Senti a pontada de angústia ao constatar que nunca mais poderia ver aquelas imagens. Sorrisos perdidos entre construções de Gaudí, o começo do livro nunca levado a cabo, recortes de uma Ilha da Madeira em reconstrução, após o aluvião que a castigou.

A desaparição acionou a urgência em fazer o backup das fotografias de outras viagens. Festas de aniversários, passeios. Ao repassar as imagens, me toquei de que talvez tenha sido a primeira vez que voltei a contemplá-las. Se a caixa de retratos volta e meia é reaberta, como uma muleta para a memória, as fotos virtuais se mantêm intocadas. Eclipsadas na miríade de diretórios e chips.

Nunca fotografamos tanto.

“A fotografia é uma arte elegíaca, uma arte do crepúsculo”, escreveu Susan Sontag nos anos 70. Referia-se à nostalgia que as fotos evocam, em duplo e paradoxal movimento. São um registro, a cristalização do instante. Ao mesmo tempo, atestado de finitude. Da nossa própria, inexorável, mortalidade.

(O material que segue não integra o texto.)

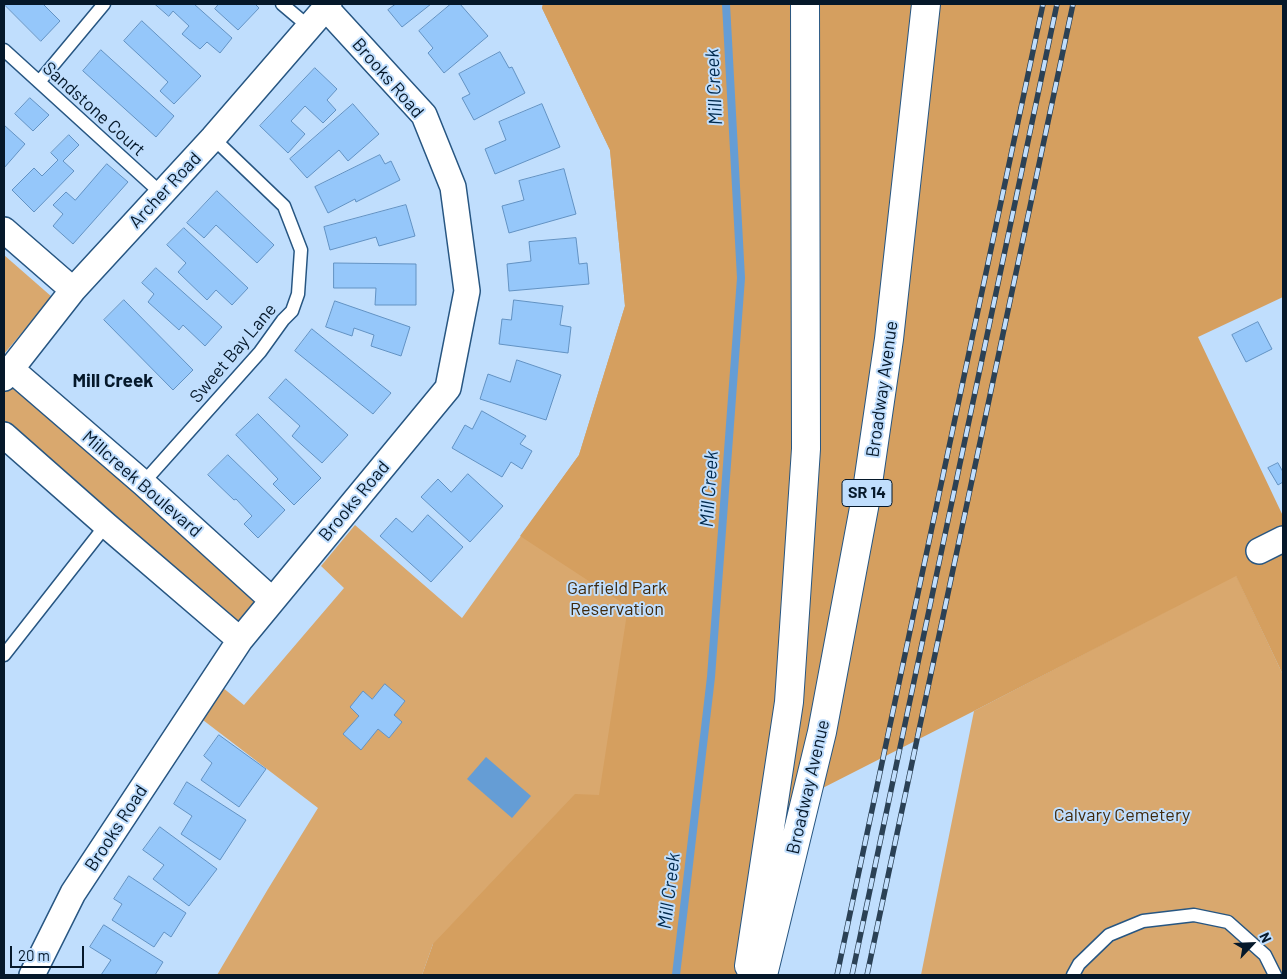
<!DOCTYPE html>
<style>
body{margin:0}
#map{position:relative;width:1287px;height:979px;overflow:hidden;background:#c0defd;font-family:Barlow,sans-serif}
canvas{display:block}
.frame{position:absolute;inset:0;border:5px solid #05182a;pointer-events:none}
.north{position:absolute;left:1227px;top:919px;width:50px;height:50px;-webkit-text-stroke:4px #c0defd;paint-order:stroke;rotate:65deg;font-size:14px;font-weight:700;line-height:20px;text-align:center;color:#05182a}
.north::after{content:'';display:block;margin:auto;width:18px;height:22px;background:#05182a;clip-path:polygon(50% 0,100% 100%,50% 72%,0 100%)}
.scale{position:absolute;left:10px;top:946px;width:74px;height:22px;box-sizing:border-box;border:2px solid #05182a;border-top:0;padding-left:6px;font-size:15px;line-height:18px;white-space:nowrap;color:#05182a;-webkit-text-stroke:4px #c0defd;paint-order:stroke}
</style>
<div id="map">
<canvas width="1287" height="979"></canvas>
<div class="frame"></div>
<div class="north">N</div>
<div class="scale">20 m</div>
</div>
<script>
const ctx = document.querySelector('canvas').getContext('2d');
ctx.lineJoin = 'round';
function fill(path, color) {
  ctx.fillStyle = color;
  ctx.fill(path, 'evenodd');
}
function trace(path, color, width, dash) {
  ctx.strokeStyle = color;
  ctx.lineWidth = width;
  ctx.lineCap = dash ? 'butt' : 'round';
  ctx.setLineDash(dash || []);
  ctx.stroke(path);
}
function drawText(font, color, halo, rows, align = 'center') {
  ctx.font = font + ' Barlow,sans-serif';
  ctx.lineWidth = 4;
  ctx.setLineDash([]);
  ctx.textBaseline = 'middle';
  ctx.strokeStyle = halo;
  ctx.fillStyle = color;
  for (const [text, x, y, turn = 0] of rows) {
    ctx.save();
    ctx.translate(x, y);
    ctx.rotate((+turn || 0) * Math.PI / 180);
    ctx.textAlign = isNaN(turn) ? turn : align;
    if (halo) ctx.strokeText(text, 0, 0);
    ctx.fillText(text, 0, 0);
    ctx.restore();
  }
}
fill(new Path2D(`
 M543,4h215l-59,971 -266,-31 -11,31h-205l51,-86 50,-81 -119,-91 23,-30 22,18 100,-117 -23,-22 34,-41 107,93 117,-163 46,-149 -15,-156 -68,-142z
 M4,255l48,42 -48,57z
 M4,369l258,224 -25,29 -233,-202z
 M1236,575l47,100v300h-362l53,-264z`), '#d9a86e');
fill(new Path2D(`
 M543,4h740v293l-85,40 85,179v159l-47,-99 -262,135 -167,85 -44,179h-341l11,-31 142,-150 24,1 27,-175 1,-14 -107,-70 59,-81 46,-149 -15,-156 -68,-142z`), '#d59f5f');
fill(new Path2D(`
 M486,757l45,39 -19,22 -45,-39z`), '#659dd5');
trace(new Path2D(`
 M676,975l35,-298 30,-399 -15,-274`), '#659dd5', 8);
const building = new Path2D(`
 M4,4h39l17,17 -19,20z
 M155,4h39l38,34 -12,15 -13,-11 -7,7 -18,-15 7,-8 -16,-15 -4,5z
 M219,4h36l4,4 -21,22 -23,-21z
 M396,4h35l-29,23 -14,-17z
 M451,4h9l28,32 -44,37 -16,-20 5,-5 -14,-17z
 M142,21l59,55 -27,28 -14,-13 8,-9 -44,-41z
 M101,50l73,66 -18,21 -73,-66z
 M500,52l9,16 3,-1 13,26 -51,27 -12,-22 8,-4 -11,-20z
 M315,68l22,21 -10,11 9,10 -13,13 -18,-17 -14,15 14,13 -17,19 -28,-27z
 M30,98l19,17 -16,16 -18,-17z
 M353,104l26,30 -31,27 -9,-11 -32,28 -17,-19z
 M542,104l18,43 -65,27 -10,-25 21,-9 -7,-18z
 M4,125l21,19 -21,24z
 M69,135l10,10 -16,16 11,10 -40,41 -22,-22 22,-22 8,8 16,-16 -7,-7z
 M380,155l5,9 6,-3 9,19 -44,22 -1,-3 -27,14 -13,-26z
 M107,164l21,18 -55,62 -20,-18 10,-12 -10,-9 13,-13 9,8z
 M564,169l12,45 -67,19 -7,-27 22,-6 -5,-19z
 M217,191l57,54 -17,18 -41,-38 -12,13 -17,-15z
 M406,205l9,31 -36,10 -3,-9 -46,13 -6,-23z
 M184,228l64,60 -16,17 -16,-15 -9,10 -29,-28 8,-9 -19,-18z
 M576,238l3,26 8,-1 2,21 -80,7 -2,-27 24,-3 -2,-19z
 M334,263l82,1v41h-41l1,-17h-42z
 M156,268l66,59 -17,19 -22,-21 -4,5 -31,-28 6,-8 -12,-11z
 M124,300l69,70 -20,20 -69,-70z
 M514,300l49,6 -3,19 11,2 -3,26 -69,-9 3,-25 9,1z
 M335,301l75,26 -9,29 -30,-10 3,-11 -20,-7 -2,8 -26,-9z
 M1258,322l14,27 -26,13 -14,-27z
 M312,329l79,64 -18,21 -78,-63z
 M517,360l44,15 -15,45 -66,-21 8,-25 22,8z
 M286,379l62,56 -26,28 -30,-27 8,-10 -31,-28z
 M482,411l44,25 -6,8 12,7 -10,18 -11,-7 -9,15 -50,-29 13,-23 7,4z
 M258,414l63,64 -27,27 -21,-21 5,-5 -42,-44z
 M228,455l57,55 -27,28 -14,-14 8,-8 -16,-17 -2,1 -26,-25z
 M1278,463l5,9v10l-5,3 -10,-17z
 M468,474l35,32 -33,36 -49,-45 17,-18 13,13z
 M428,515l35,32 -32,35 -51,-46 16,-18 16,14z
 M385,684l20,17 -11,14 8,7 -13,16 -11,-9 -17,21 -18,-16 16,-18 -9,-9 13,-16 9,8z
 M219,735l47,34 -27,38 -38,-27 11,-17 -8,-7z
 M187,782l59,38 -26,40 -39,-26 11,-18 -18,-12z
 M160,827l57,42 -28,37 -36,-27 11,-14 -21,-15z
 M129,876l57,37 -15,24 -7,-5 -10,15 -42,-27 10,-16 -8,-5z
 M104,925l59,37 -8,13h-54l10,-15 -21,-13z`);
fill(building, '#95c7fa');
trace(building, '#6292c3', 1);
const service = new Path2D(`
 M282,4l26,22
 M4,50l157,143
 M39,82l65,-78
 M143,483l117,-131 23,-32 9,-9 6,-17 3,-44 -17,-44 -71,-68
 M4,655l102,-130
 M1073,975l6,-11 30,-29 34,-14 51,-6 34,7 37,33 10,20`);
const minor = new Path2D(`
 M4,230l69,60
 M11,369l132,114 129,117
 M4,378l69,-88 140,-152 116,-134
 M4,435l102,90 134,115
 M1259,551l24,-12
 M32,975l41,-82 167,-253 208,-252 19,-97 -14,-104 -29,-72 -99,-108`);
const primary = new Path2D(`
 M749,966l40,-264 17,-253 -1,-445
 M763,975l59,-243 44,-235 23,-158 37,-335`);
trace(service, '#275682', 15);
trace(minor, '#275682', 28);
trace(primary, '#275682', 30);
trace(service, '#fff', 12);
trace(minor, '#fff', 25);
trace(primary, '#fff', 28);
const rail = new Path2D(`
 M837,975l206,-971
 M852,975l205,-971
 M867,975l206,-971`);
trace(rail, '#2b4155', 5.5);
trace(rail, '#c0defd', 4, [11]);
for (const [x, y, w] of [
 [867,493,50]
]) {
  const box = new Path2D();
  box.roundRect(x - w / 2, y - 13.5, w, 27, 4);
  ctx.fillStyle = '#c0defd';
  ctx.fill(box);
  trace(box, '#05182a', 1);
}
drawText('bold 16px', '#05182a', null, [
 ["SR 14",867,493]
]);
drawText('18px', '#05182a', '#c0defd', [
 ["Brooks Road",388,78,49],
 ["Sandstone Court",94,109,42],
 ["Archer Road",165,190,-47],
 ["Sweet Bay Lane",233,353,-50],
 ["Broadway Avenue",882,389,-82],
 ["Millcreek Boulevard",142,484,41],
 ["Brooks Road",354,501,-50],
 ["Broadway Avenue",808,787,-77],
 ["Brooks Road",116,828,-57]
]);
drawText('18px', '#3f290c', '#c0defd', [
 ["Garfield Park",617,588],
 ["Reservation",617,609],
 ["Calvary Cemetery",1122,815]
]);
drawText('italic 19px', '#002a4e', '#c0defd', [
 ["Mill Creek",714,87,-93],
 ["Mill Creek",709,489,-86],
 ["Mill Creek",669,891,-83]
]);
drawText('bold 19px', '#05182a', '#c0defd', [
 ["Mill Creek",113,381]
]);
</script>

No mesmo ensaio, Sontag fala sobre álbuns, porta-retratos. E sobre fotografias que envelhecem, infestadas “pelas doenças comuns aos objetos feitos de papel”. Já não precisamos revelar negativos, raramente transformamos em papel as imagens. Basta editar, compartilhar, esquecer.

As fotos, hoje, morrem jovens. Antes mesmo que um HD defeituoso as liquide de vez.